What is expected: Because the images are not wanted, restate every line below word for word without them.

· · · ·

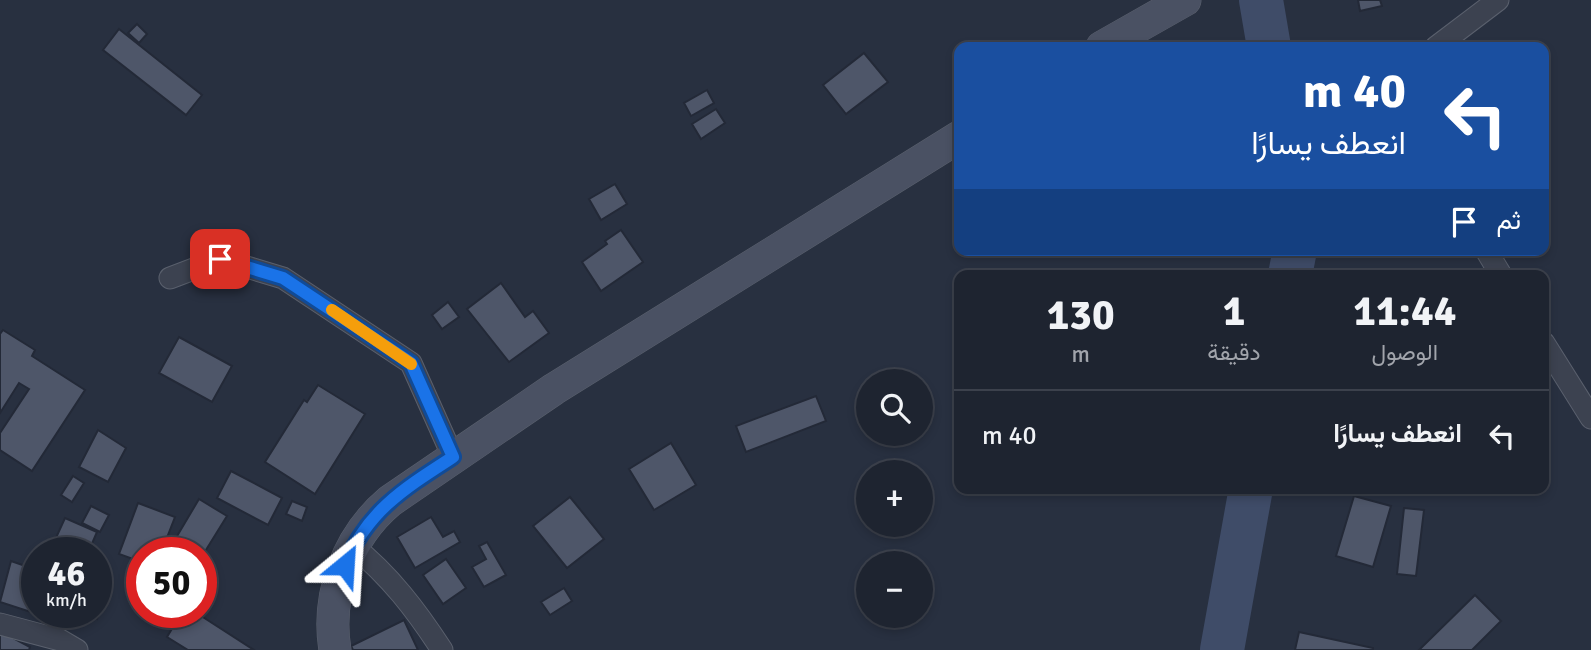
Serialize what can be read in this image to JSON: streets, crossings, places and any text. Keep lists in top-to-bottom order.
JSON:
{
  "page": {
    "turn": ["40 m", "انعطف يسارًا"],
    "then": "ثم",
    "eta": [
      "11:44",
      "الوصول",
      "1",
      "دقيقة",
      "130",
      "m"
    ],
    "map_buttons": ["+", "−"],
    "list": [
      {
        "name": "انعطف يسارًا",
        "value": "40 m"
      }
    ],
    "speed": "46 km/h",
    "limit": "50"
  }
}
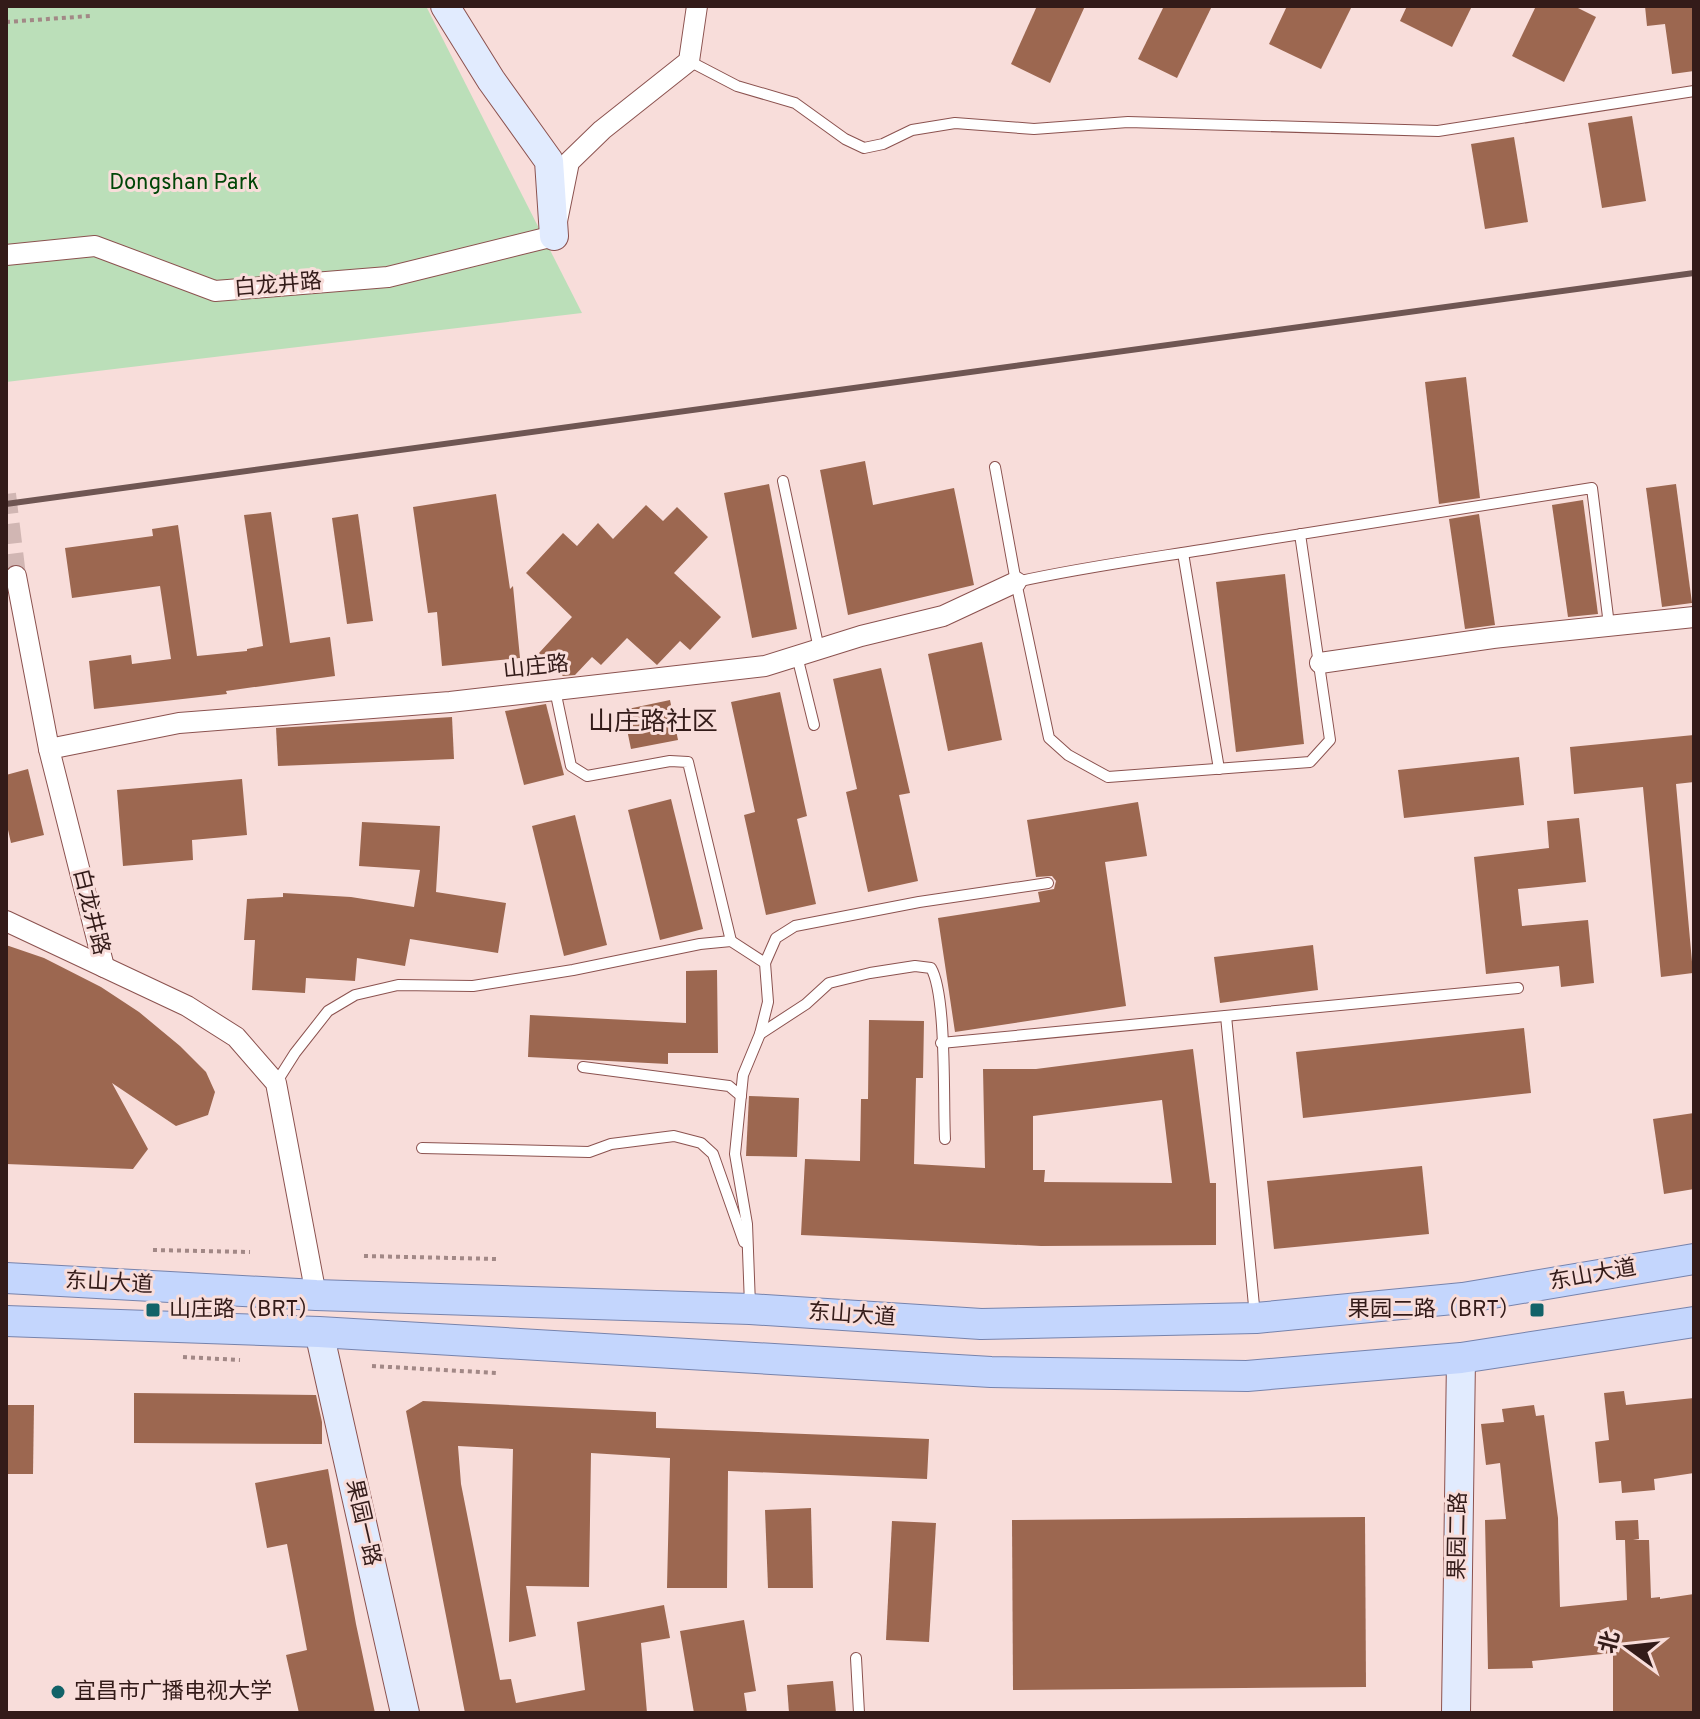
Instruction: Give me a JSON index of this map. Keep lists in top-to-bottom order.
{
  "streets": {
    "main road": ["东山大道"],
    "street": [
      "白龙井路",
      "山庄路",
      "果园一路",
      "果园二路"
    ]
  },
  "crossings": [
    ["白龙井路", "山庄路"],
    ["东山大道", "果园一路"],
    ["东山大道", "果园二路"]
  ],
  "districts": ["山庄路社区"],
  "parks": ["Dongshan Park"],
  "places": {
    "transit": ["山庄路（BRT）", "果园二路（BRT）"],
    "other": ["宜昌市广播电视大学"]
  },
  "north": "left"
}
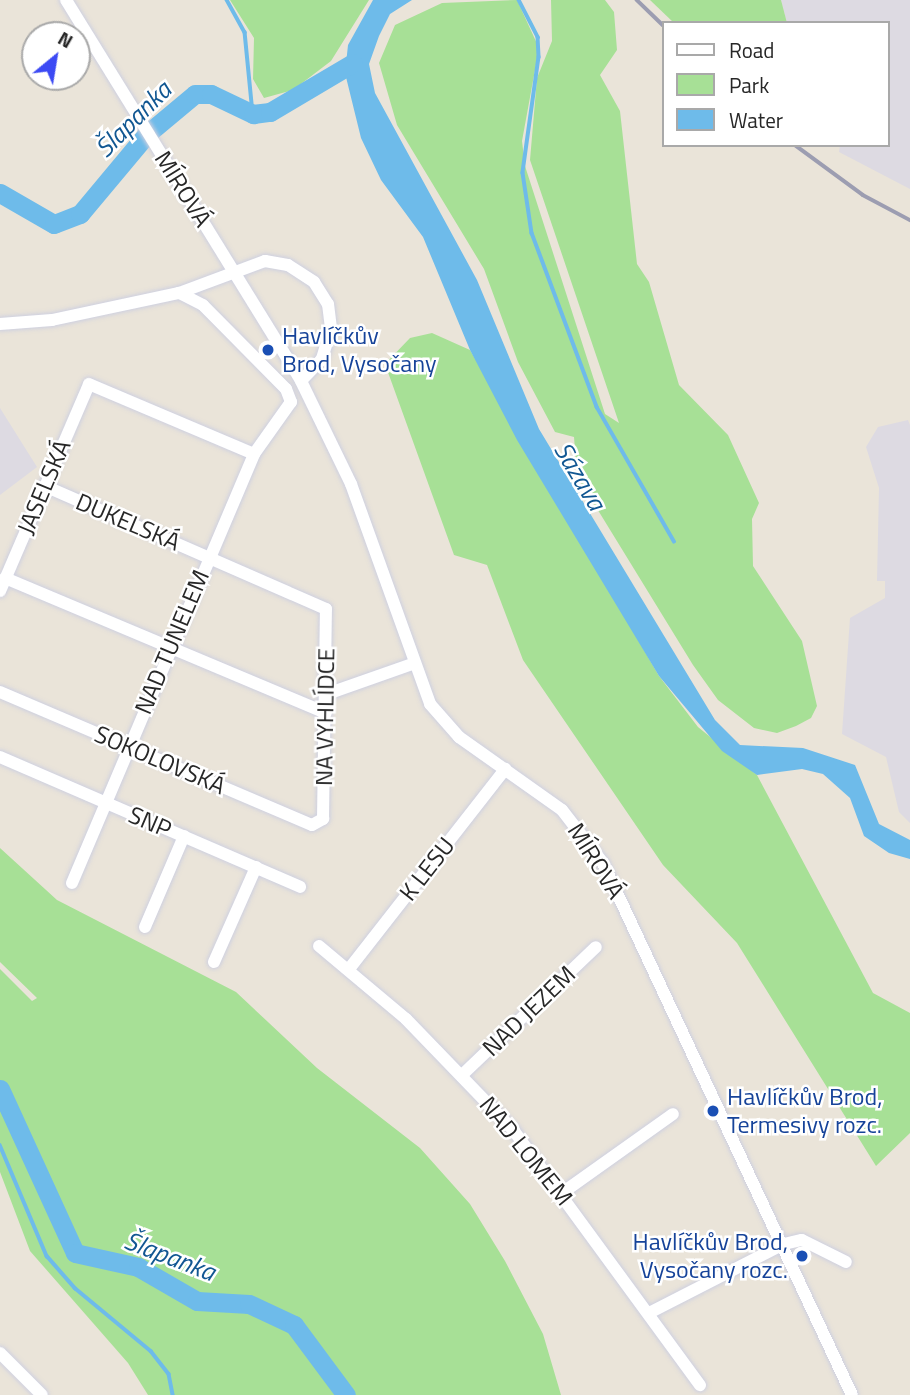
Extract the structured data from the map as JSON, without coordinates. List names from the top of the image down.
{
  "streets": {
    "street": [
      "MÍROVÁ",
      "JASELSKÁ",
      "DUKELSKÁ",
      "NAD TUNELEM",
      "NA VYHLÍDCE",
      "SOKOLOVSKÁ",
      "SNP",
      "K LESU",
      "NAD JEZEM",
      "NAD LOMEM"
    ]
  },
  "crossings": [
    ["MÍROVÁ", "K LESU"],
    ["JASELSKÁ", "DUKELSKÁ"],
    ["JASELSKÁ", "NAD TUNELEM"],
    ["DUKELSKÁ", "NAD TUNELEM"],
    ["DUKELSKÁ", "NA VYHLÍDCE"],
    ["NAD TUNELEM", "SOKOLOVSKÁ"],
    ["NAD TUNELEM", "SNP"],
    ["NA VYHLÍDCE", "SOKOLOVSKÁ"],
    ["K LESU", "NAD LOMEM"],
    ["NAD JEZEM", "NAD LOMEM"]
  ],
  "water": ["Šlapanka", "Sázava"],
  "places": ["Havlíčkův Brod, Vysočany", "Havlíčkův Brod, Termesivy rozc.", "Havlíčkův Brod, Vysočany rozc."],
  "legend": ["Road", "Park", "Water"],
  "north": "top right"
}
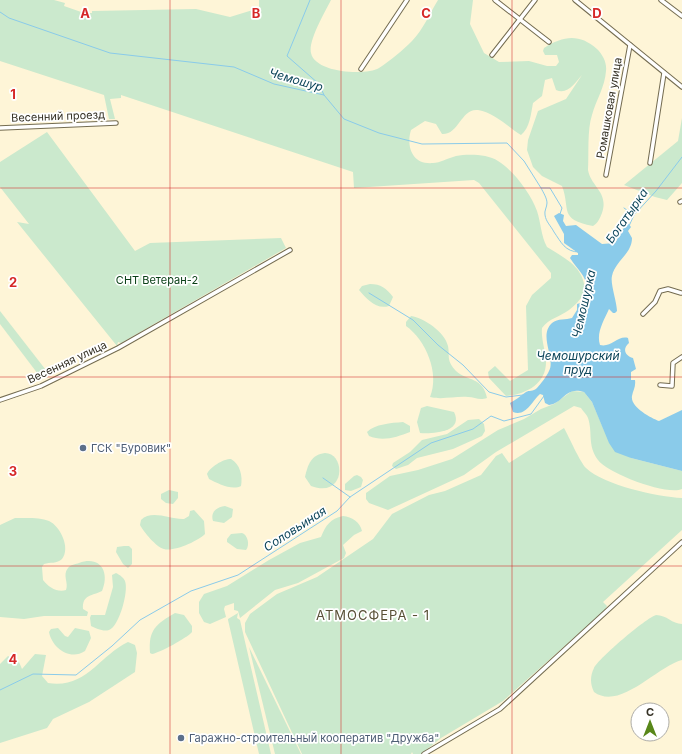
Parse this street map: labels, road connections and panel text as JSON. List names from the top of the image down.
{
  "streets": {
    "street": ["Ромашковая улица", "Весенний проезд", "Весенняя улица"]
  },
  "districts": ["АТМОСФЕРА - 1"],
  "water": [
    "Чемошур",
    "Богатырка",
    "Чемошурка",
    "Чемошурский пруд",
    "Соловьиная"
  ],
  "parks": ["СНТ Ветеран-2"],
  "places": ["ГСК \"Буровик\"", "Гаражно-строительный кооператив \"Дружба\""],
  "north": "top",
  "grid": {
    "columns": [
      "A",
      "B",
      "C",
      "D"
    ],
    "rows": [
      "1",
      "2",
      "3",
      "4"
    ]
  }
}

· · · ·

Answer space:
Serialize what can be read in this image to JSON: streets, crossings, places and any text. Keep lists in top-to-bottom order.
JSON:
{
  "page": {
    "turn": ["40 m", "انعطف يسارًا"],
    "then": "ثم",
    "eta": [
      "11:44",
      "الوصول",
      "1",
      "دقيقة",
      "130",
      "m"
    ],
    "map_buttons": ["+", "−"],
    "list": [
      {
        "name": "انعطف يسارًا",
        "value": "40 m"
      }
    ],
    "speed": "46 km/h",
    "limit": "50"
  }
}
Instruction: Give me a JSON index of this map. Keep lists in top-to-bottom order.
{
  "streets": {
    "main road": ["东山大道"],
    "street": [
      "白龙井路",
      "山庄路",
      "果园一路",
      "果园二路"
    ]
  },
  "crossings": [
    ["白龙井路", "山庄路"],
    ["东山大道", "果园一路"],
    ["东山大道", "果园二路"]
  ],
  "districts": ["山庄路社区"],
  "parks": ["Dongshan Park"],
  "places": {
    "transit": ["山庄路（BRT）", "果园二路（BRT）"],
    "other": ["宜昌市广播电视大学"]
  },
  "north": "left"
}
Extract the structured data from the map as JSON, without coordinates. List names from the top of the image down.
{
  "streets": {
    "street": [
      "MÍROVÁ",
      "JASELSKÁ",
      "DUKELSKÁ",
      "NAD TUNELEM",
      "NA VYHLÍDCE",
      "SOKOLOVSKÁ",
      "SNP",
      "K LESU",
      "NAD JEZEM",
      "NAD LOMEM"
    ]
  },
  "crossings": [
    ["MÍROVÁ", "K LESU"],
    ["JASELSKÁ", "DUKELSKÁ"],
    ["JASELSKÁ", "NAD TUNELEM"],
    ["DUKELSKÁ", "NAD TUNELEM"],
    ["DUKELSKÁ", "NA VYHLÍDCE"],
    ["NAD TUNELEM", "SOKOLOVSKÁ"],
    ["NAD TUNELEM", "SNP"],
    ["NA VYHLÍDCE", "SOKOLOVSKÁ"],
    ["K LESU", "NAD LOMEM"],
    ["NAD JEZEM", "NAD LOMEM"]
  ],
  "water": ["Šlapanka", "Sázava"],
  "places": ["Havlíčkův Brod, Vysočany", "Havlíčkův Brod, Termesivy rozc.", "Havlíčkův Brod, Vysočany rozc."],
  "legend": ["Road", "Park", "Water"],
  "north": "top right"
}
Parse this street map: labels, road connections and panel text as JSON. List names from the top of the image down.
{
  "streets": {
    "street": ["Ромашковая улица", "Весенний проезд", "Весенняя улица"]
  },
  "districts": ["АТМОСФЕРА - 1"],
  "water": [
    "Чемошур",
    "Богатырка",
    "Чемошурка",
    "Чемошурский пруд",
    "Соловьиная"
  ],
  "parks": ["СНТ Ветеран-2"],
  "places": ["ГСК \"Буровик\"", "Гаражно-строительный кооператив \"Дружба\""],
  "north": "top",
  "grid": {
    "columns": [
      "A",
      "B",
      "C",
      "D"
    ],
    "rows": [
      "1",
      "2",
      "3",
      "4"
    ]
  }
}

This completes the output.